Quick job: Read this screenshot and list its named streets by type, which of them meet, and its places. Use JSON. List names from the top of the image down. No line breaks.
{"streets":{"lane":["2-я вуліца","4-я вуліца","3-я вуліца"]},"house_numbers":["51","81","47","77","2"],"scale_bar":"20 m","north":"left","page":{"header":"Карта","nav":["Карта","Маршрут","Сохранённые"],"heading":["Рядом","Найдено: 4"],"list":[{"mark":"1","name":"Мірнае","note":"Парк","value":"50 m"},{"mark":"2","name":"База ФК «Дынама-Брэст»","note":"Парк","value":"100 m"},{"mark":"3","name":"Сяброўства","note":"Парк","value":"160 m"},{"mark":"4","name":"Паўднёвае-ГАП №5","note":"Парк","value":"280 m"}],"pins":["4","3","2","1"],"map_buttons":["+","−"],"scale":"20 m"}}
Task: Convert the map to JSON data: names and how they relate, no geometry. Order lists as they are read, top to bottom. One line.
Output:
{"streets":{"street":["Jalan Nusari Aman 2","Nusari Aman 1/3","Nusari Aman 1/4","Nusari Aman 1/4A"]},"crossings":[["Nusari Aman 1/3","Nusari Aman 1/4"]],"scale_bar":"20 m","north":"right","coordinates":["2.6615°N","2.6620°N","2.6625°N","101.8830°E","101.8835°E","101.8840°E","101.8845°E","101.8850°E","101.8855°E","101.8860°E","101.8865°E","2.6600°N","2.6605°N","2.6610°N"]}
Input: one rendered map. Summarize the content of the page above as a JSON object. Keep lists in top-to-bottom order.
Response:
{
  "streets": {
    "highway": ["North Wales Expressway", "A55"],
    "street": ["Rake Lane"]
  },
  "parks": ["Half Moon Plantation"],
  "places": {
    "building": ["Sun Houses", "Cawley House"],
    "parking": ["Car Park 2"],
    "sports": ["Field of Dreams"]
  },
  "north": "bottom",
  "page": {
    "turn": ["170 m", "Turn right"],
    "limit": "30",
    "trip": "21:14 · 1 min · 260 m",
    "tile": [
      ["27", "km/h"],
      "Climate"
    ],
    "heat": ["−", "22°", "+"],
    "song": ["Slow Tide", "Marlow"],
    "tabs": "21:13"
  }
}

=======

This exercise requires an exact copy of all the records.

Written response:
Quick job: Read this screenshot and list its named streets by type, which of them meet, and its places. Use JSON. List names from the top of the image down. No line breaks.
{"streets":{"lane":["2-я вуліца","4-я вуліца","3-я вуліца"]},"house_numbers":["51","81","47","77","2"],"scale_bar":"20 m","north":"left","page":{"header":"Карта","nav":["Карта","Маршрут","Сохранённые"],"heading":["Рядом","Найдено: 4"],"list":[{"mark":"1","name":"Мірнае","note":"Парк","value":"50 m"},{"mark":"2","name":"База ФК «Дынама-Брэст»","note":"Парк","value":"100 m"},{"mark":"3","name":"Сяброўства","note":"Парк","value":"160 m"},{"mark":"4","name":"Паўднёвае-ГАП №5","note":"Парк","value":"280 m"}],"pins":["4","3","2","1"],"map_buttons":["+","−"],"scale":"20 m"}}
Task: Convert the map to JSON data: names and how they relate, no geometry. Order lists as they are read, top to bottom. One line.
Output:
{"streets":{"street":["Jalan Nusari Aman 2","Nusari Aman 1/3","Nusari Aman 1/4","Nusari Aman 1/4A"]},"crossings":[["Nusari Aman 1/3","Nusari Aman 1/4"]],"scale_bar":"20 m","north":"right","coordinates":["2.6615°N","2.6620°N","2.6625°N","101.8830°E","101.8835°E","101.8840°E","101.8845°E","101.8850°E","101.8855°E","101.8860°E","101.8865°E","2.6600°N","2.6605°N","2.6610°N"]}
Input: one rendered map. Summarize the content of the page above as a JSON object. Keep lists in top-to-bottom order.
Response:
{
  "streets": {
    "highway": ["North Wales Expressway", "A55"],
    "street": ["Rake Lane"]
  },
  "parks": ["Half Moon Plantation"],
  "places": {
    "building": ["Sun Houses", "Cawley House"],
    "parking": ["Car Park 2"],
    "sports": ["Field of Dreams"]
  },
  "north": "bottom",
  "page": {
    "turn": ["170 m", "Turn right"],
    "limit": "30",
    "trip": "21:14 · 1 min · 260 m",
    "tile": [
      ["27", "km/h"],
      "Climate"
    ],
    "heat": ["−", "22°", "+"],
    "song": ["Slow Tide", "Marlow"],
    "tabs": "21:13"
  }
}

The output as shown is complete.